France Travail peut rembourser jusqu'à 5 200 € de frais d'hôtel, de repas et d'essence sans exigence de RSA.

France Travail peut rembourser jusqu’à 5 200 € de frais d’hôtel, de repas et d’essence sans exigence de RSA.

08.06.2026 07:16
2 min de lecture

Alors que le printemps cède la place à l’effervescence estivale avec des terrasses animées et des trains remplis de vacanciers, bon nombre de Français continuent leur recherche d’emploi. Les hausses des coûts des transports et de l’essence constituent souvent des obstacles pour ceux souhaitant intégrer le marché du travail ou suivre une formation.

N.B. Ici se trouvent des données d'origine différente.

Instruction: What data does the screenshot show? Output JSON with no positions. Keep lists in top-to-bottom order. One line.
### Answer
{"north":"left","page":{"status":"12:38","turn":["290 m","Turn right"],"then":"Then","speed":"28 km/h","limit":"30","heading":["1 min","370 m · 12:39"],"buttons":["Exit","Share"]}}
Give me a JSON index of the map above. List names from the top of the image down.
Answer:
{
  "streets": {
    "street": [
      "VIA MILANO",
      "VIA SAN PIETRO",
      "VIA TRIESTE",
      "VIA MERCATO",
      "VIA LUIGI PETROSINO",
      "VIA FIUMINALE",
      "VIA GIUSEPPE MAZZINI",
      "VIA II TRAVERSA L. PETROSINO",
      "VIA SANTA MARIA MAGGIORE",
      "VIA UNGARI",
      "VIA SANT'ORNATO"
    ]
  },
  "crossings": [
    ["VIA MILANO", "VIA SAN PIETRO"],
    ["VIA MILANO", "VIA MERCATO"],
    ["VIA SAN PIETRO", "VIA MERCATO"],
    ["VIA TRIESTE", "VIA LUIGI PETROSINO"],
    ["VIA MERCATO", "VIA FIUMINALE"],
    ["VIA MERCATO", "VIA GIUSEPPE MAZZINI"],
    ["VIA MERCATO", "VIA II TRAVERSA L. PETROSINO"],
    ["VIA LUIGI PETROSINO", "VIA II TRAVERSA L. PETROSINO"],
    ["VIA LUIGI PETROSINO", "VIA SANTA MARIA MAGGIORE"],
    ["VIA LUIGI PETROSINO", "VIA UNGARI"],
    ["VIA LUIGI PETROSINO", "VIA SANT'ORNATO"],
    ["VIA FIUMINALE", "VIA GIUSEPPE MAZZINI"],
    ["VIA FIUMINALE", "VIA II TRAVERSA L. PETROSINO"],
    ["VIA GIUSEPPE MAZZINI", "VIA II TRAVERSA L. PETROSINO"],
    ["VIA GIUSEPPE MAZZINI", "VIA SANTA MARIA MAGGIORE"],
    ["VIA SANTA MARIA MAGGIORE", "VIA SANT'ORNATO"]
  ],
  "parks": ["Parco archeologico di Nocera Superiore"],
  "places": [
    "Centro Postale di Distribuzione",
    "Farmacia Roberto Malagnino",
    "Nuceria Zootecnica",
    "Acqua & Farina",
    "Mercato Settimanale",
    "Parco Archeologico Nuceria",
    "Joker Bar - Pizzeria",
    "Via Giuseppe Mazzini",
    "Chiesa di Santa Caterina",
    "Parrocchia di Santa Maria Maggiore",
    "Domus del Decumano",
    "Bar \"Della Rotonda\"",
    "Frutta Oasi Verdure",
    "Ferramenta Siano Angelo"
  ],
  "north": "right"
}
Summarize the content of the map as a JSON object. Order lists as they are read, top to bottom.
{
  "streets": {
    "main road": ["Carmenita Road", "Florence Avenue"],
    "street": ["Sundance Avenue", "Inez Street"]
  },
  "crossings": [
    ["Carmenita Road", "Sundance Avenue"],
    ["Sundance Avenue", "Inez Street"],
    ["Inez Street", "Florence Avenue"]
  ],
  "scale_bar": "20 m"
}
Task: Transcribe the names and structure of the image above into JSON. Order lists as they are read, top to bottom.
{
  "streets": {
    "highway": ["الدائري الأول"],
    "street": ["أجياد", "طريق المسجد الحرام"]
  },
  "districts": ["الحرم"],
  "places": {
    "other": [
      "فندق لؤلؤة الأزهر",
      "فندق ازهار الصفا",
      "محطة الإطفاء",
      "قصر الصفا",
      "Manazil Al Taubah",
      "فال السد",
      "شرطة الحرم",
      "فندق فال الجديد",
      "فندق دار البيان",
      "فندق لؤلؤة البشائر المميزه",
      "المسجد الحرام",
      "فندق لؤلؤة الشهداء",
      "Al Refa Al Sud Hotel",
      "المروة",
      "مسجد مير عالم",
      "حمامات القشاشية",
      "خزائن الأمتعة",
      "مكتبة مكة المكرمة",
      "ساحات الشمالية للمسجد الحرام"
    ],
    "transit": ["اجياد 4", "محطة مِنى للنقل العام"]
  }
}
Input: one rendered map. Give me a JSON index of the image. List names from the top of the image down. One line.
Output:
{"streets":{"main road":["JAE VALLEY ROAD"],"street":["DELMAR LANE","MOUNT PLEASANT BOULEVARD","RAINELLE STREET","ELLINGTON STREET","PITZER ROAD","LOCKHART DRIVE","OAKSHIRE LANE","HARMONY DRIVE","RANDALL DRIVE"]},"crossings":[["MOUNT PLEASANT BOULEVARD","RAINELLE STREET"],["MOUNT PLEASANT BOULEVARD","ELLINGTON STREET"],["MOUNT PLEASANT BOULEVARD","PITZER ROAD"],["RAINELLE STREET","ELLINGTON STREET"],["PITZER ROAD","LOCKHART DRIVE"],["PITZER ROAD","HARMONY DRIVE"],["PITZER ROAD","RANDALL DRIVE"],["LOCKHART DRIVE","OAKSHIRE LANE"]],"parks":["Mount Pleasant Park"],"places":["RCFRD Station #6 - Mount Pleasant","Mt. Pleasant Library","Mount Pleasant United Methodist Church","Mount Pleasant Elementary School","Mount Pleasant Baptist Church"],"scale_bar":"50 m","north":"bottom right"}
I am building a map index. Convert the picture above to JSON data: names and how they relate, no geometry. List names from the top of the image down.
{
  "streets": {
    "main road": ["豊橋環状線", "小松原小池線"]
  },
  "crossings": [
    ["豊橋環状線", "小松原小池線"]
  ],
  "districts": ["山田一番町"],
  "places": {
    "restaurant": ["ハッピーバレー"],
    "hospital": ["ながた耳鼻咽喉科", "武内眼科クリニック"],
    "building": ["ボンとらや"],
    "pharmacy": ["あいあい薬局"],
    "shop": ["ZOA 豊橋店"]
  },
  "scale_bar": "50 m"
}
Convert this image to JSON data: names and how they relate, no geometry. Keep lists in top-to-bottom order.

En réponse à cette problématique, France Travail propose des aides à la mobilité pour pallier ces freins financiers et encourager la reprise d’activité professionnelle, rapporte TopTribune.

Un soutien tangible pour les déplacements

France Travail, une initiative soutenue par les autorités françaises, s’adresse à divers profils de demandeurs d’emploi. Cette aide est destinée à ceux qui ne perçoivent pas d’allocations chômage ou dont celles-ci ne dépassent pas 32,13 € par jour. Elle est également accessible aux travailleurs reprenant une activité ainsi qu’aux entrepreneurs, ce qui démontre que le dispositif ne se limite pas uniquement aux bénéficiaires du RSA.

Pour pouvoir en bénéficier, il est nécessaire de réaliser des déplacements dépassant les 60 kilomètres en aller-retour ou nécessitant plus de 2 heures de trajet pour des motifs spécifiques tels que la recherche d’emploi, la reprise d’une activité ou la participation à un entretien ou à des concours publics. Cela rappelle les critères d’éligibilité pour la prime d’activité, tout en précisant que cette aide ne couvre pas les trajets courts, comme un simple aller-retour pour déposer un CV près de son domicile.

Cibles et prises en charge de l’aide

L’aide à la mobilité de France Travail s’applique à divers types de contrats et d’activités professionnelles : CDI, CDD d’au moins 3 mois, missions d’intérim équivalentes, ainsi que certains contrats en alternance. Les concours publics ou les formations validées par France Travail sont également éligibles, y compris le dispositif POEI.

En ce qui concerne les frais couverts, l’aide inclut :

  • un remboursement kilométrique de 0,23 € par kilomètre pour les trajets en voiture,
  • une indemnité de repas jusqu’à 6,25 € par jour,
  • une indemnité de nuitée pouvant atteindre 31,20 € par nuit.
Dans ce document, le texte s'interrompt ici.